PROBLEM TO WORK ON: Return copies of the lines below that mention "serif".
- - - - -
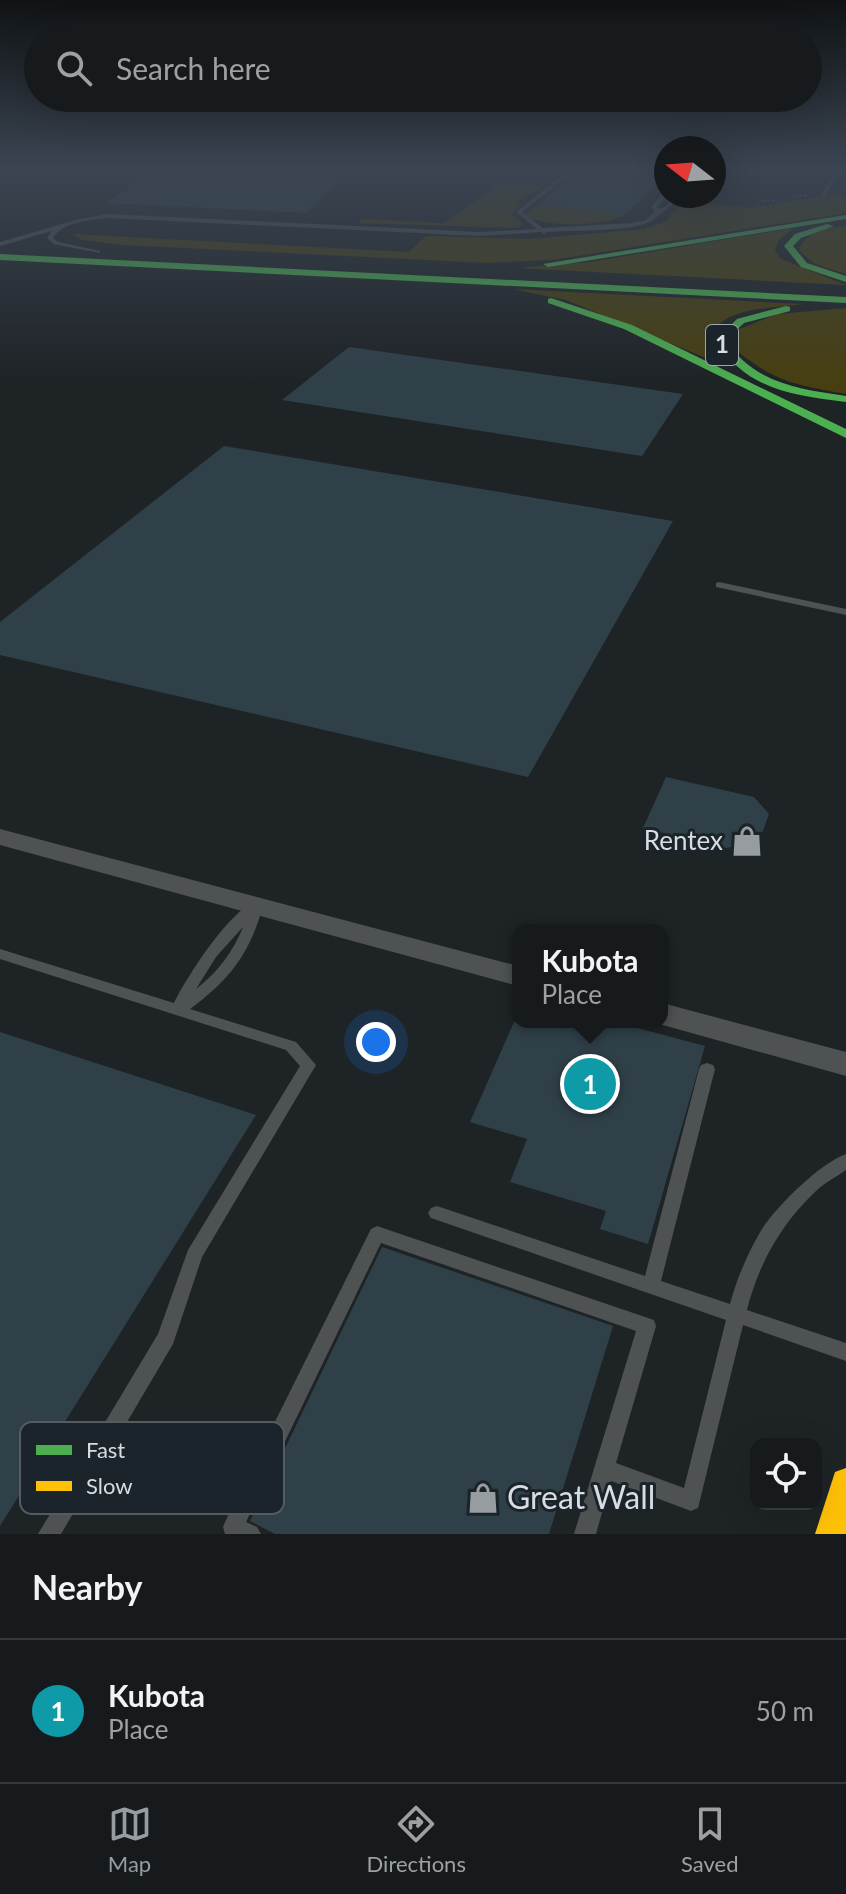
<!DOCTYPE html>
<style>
:root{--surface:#161a1c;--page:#1f2325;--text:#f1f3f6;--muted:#9ea1a3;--line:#35383b;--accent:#969ca0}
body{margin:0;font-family:Lato,sans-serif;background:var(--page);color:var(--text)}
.controls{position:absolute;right:24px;bottom:24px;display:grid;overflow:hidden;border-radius:16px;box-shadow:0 8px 32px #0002}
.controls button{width:72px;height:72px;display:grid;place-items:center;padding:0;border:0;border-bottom:2px solid var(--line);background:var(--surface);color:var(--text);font:40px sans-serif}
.compass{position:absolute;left:654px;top:136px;width:72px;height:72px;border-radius:50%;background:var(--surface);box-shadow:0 8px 32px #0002;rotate:287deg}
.you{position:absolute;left:376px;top:1042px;width:28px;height:28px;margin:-20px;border:6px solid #fff;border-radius:50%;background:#1a73e8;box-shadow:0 0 0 12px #1a73e833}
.badge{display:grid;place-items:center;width:52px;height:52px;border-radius:50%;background:var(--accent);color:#fff;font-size:26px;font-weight:700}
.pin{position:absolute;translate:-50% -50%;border:4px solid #fff;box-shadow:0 2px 8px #0006}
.popup{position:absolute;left:512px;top:924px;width:156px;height:104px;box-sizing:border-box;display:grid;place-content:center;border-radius:16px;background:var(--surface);filter:drop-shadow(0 2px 6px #0005);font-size:26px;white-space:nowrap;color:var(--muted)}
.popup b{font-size:30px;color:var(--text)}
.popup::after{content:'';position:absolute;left:50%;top:100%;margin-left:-16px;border:16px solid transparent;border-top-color:var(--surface)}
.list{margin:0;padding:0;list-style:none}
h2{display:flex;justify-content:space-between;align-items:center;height:104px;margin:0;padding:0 32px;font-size:34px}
h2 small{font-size:26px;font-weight:400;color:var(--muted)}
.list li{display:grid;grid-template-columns:52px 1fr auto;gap:24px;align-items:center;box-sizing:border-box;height:144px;padding:0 32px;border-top:2px solid var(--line)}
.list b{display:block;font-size:30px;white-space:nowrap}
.list p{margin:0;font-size:26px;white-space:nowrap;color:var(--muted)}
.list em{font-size:26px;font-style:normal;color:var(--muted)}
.icon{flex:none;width:44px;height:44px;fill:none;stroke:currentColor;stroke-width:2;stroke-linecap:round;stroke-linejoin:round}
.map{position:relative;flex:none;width:846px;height:1534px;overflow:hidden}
.search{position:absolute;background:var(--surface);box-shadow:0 8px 32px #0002;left:24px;right:24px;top:24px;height:88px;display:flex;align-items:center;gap:20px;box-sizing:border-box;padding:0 28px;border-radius:44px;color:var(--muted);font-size:30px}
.sheet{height:248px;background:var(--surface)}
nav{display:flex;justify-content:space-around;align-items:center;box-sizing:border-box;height:112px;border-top:2px solid var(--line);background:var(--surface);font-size:22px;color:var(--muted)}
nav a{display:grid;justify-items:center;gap:4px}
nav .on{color:var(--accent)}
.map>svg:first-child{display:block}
</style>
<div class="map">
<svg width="846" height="1534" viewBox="0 0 846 1534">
<rect width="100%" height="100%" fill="#1e2326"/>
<g fill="#473f10">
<polygon points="503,182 546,186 516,202 522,204 512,214 523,224 518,228 358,223 362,219 444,223"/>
<polygon points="831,194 846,198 846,213 552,260 486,263 123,245 82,240 72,234 409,252 426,236 530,239 644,229 665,222 684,202 751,208"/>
<path d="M537 205 626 214C606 227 544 228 525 215Z"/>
<path d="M846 226V274L815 264 799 251C804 231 828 227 846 226Z"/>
<polygon points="794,228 779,240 775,250 781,259 846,285 517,268 590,262"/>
<path d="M513 289 802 304C772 309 714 306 709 344L725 366 566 300Z"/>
<path d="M846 308V394C791 384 774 382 730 345L732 332 777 314Z"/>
</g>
<g fill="#304049">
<polygon points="583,169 666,169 666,175 626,214 537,205"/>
<polygon points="151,172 338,180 307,213 106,203"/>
<polygon points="349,347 683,394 642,456 282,400"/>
<polygon points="224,446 673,521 528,777 0,655 0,622"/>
<polygon points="666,777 754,797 769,814 759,842 726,848 643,828"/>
<polygon points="514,1022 615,1022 705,1046 648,1244 600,1229 606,1211 510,1182 527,1139 470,1122"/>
<polygon points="0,1032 256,1115 0,1526"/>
<polygon points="382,1247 613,1326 549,1534 275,1534 250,1521"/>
</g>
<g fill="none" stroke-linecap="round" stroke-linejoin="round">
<g stroke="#525557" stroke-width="2" stroke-dasharray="3 2" stroke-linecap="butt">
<polyline points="794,197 809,195"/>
<polyline points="762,201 779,200"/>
</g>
<g fill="#4f5253" fill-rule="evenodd">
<path d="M571 169H576L522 212 543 228 631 223 646 220 655 211 651 207 663 193H666V196L657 207 659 209 665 207 675 196H681C674 203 656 220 647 223 625 232 572 230 547 232L544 234 541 232 479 236 109 218C90 220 64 221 53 238L58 242 100 251V253L54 244 47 238 52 231 0 246V242L79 219 109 214 479 232 537 229 516 212Z"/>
<polygon points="837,169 841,169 825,195 821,195"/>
<polygon points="719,582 846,609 846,615 716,587 716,583"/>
<path d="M256 901 261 903 263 906C250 953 230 980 190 1009L296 1042 316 1065 202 1257 173 1344 61 1534H38L158 1334 188 1250 300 1066 286 1050 0 959V949L174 1003C187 977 228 912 256 901ZM243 927C233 952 218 972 196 989L216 957Z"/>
<path d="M707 1063 713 1065 715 1069 661 1281 730 1304C736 1281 747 1255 759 1234 772 1210 820 1163 846 1154V1170C836 1177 824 1183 815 1192 781 1224 758 1265 747 1310L846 1343V1361L743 1325 698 1508 691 1511 611 1481 596 1534H574L636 1331 381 1243 246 1522 257 1527 261 1534H225L223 1527 226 1520 371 1229 377 1226 654 1320 656 1326 616 1463 684 1488 726 1320 431 1218 428 1213 431 1208 437 1206 645 1276 699 1069 701 1065Z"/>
</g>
<g fill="#4f5253" fill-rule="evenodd">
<polygon points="0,829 518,966 518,986 0,845"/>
<polygon points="662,1003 846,1052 846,1076 652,1022 662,1022"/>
</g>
<g fill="#4caf50" fill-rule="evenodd">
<polygon points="846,215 846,219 548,267 543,264"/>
<polygon points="827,224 834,226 801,238 793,246 807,263 846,276 846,282 801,267 784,246 795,234"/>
<polygon points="0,254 846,297 846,303 0,260"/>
<polygon points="551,298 632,325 846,429 846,438 624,329 548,303 548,299"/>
<path d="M786 306 790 307V311L744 323 726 340C753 383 799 389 846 396V402C792 395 746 390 716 340L737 319Z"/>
</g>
<polygon fill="#ffc107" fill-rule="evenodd" points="846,1468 846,1534 815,1534 835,1472"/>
</g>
<linearGradient id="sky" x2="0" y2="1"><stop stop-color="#101315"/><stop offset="0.44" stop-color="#3b4552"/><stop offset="1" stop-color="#3b4552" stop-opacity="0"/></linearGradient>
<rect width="846" height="384" fill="url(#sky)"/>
<defs>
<symbol id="shop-bare" viewBox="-9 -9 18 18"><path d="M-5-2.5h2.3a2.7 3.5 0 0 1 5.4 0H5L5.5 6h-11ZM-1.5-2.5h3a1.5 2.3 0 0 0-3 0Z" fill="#969ca0" stroke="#1b242a" stroke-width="2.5" paint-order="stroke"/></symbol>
</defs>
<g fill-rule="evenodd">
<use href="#shop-bare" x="725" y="819" width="44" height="44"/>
<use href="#shop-bare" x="461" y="1476" width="44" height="44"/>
</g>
<g text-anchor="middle" stroke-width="6" stroke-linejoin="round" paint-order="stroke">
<rect fill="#1b242a" stroke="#9fa6aa" stroke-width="2" x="706" y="325" width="32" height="40" rx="6"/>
<g font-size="24" font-weight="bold" fill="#d7dde1">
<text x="722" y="353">1</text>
</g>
<g font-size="26" fill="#d7dde1" stroke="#1b242a" text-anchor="end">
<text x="723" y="850">Rentex</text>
</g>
<g font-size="32" fill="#d7dde1" stroke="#1b242a" text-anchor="start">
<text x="507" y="1509">Great Wall</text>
</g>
</g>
<rect x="20" y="1422" width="264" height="92" rx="12" fill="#1b242a" stroke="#535c61" stroke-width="2"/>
<rect x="36" y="1445" width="36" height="10" fill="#4caf50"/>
<rect x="36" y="1481" width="36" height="10" fill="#ffc107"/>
<g font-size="22" fill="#d7dde1">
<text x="86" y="1458">Fast</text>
<text x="86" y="1494">Slow</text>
</g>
</svg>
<div class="controls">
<button><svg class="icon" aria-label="locate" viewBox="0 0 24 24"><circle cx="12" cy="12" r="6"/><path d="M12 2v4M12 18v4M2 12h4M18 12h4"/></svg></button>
</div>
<svg class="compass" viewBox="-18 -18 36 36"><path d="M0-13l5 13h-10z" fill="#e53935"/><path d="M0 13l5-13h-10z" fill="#9ea1a3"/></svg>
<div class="you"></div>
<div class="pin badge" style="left:590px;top:1084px;background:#0f9aa8">1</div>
<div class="popup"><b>Kubota</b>Place</div>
<div class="search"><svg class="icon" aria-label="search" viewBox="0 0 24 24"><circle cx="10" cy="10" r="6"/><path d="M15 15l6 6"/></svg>Search here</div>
</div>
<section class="sheet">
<h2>Nearby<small></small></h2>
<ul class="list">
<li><span class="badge" style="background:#0f9aa8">1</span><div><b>Kubota</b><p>Place</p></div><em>50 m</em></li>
</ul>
</section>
<nav>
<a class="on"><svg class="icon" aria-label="map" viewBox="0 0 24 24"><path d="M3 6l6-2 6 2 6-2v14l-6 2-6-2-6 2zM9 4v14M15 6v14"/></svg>Map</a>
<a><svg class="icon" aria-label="directions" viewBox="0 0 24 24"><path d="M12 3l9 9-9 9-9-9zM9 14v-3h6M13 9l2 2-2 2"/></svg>Directions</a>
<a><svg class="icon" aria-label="saved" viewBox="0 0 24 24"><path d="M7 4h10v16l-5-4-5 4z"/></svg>Saved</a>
</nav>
- - - - -
RESPONSE:
body{margin:0;font-family:Lato,sans-serif;background:var(--page);color:var(--text)}
.controls button{width:72px;height:72px;display:grid;place-items:center;padding:0;border:0;border-bottom:2px solid var(--line);background:var(--surface);color:var(--text);font:40px sans-serif}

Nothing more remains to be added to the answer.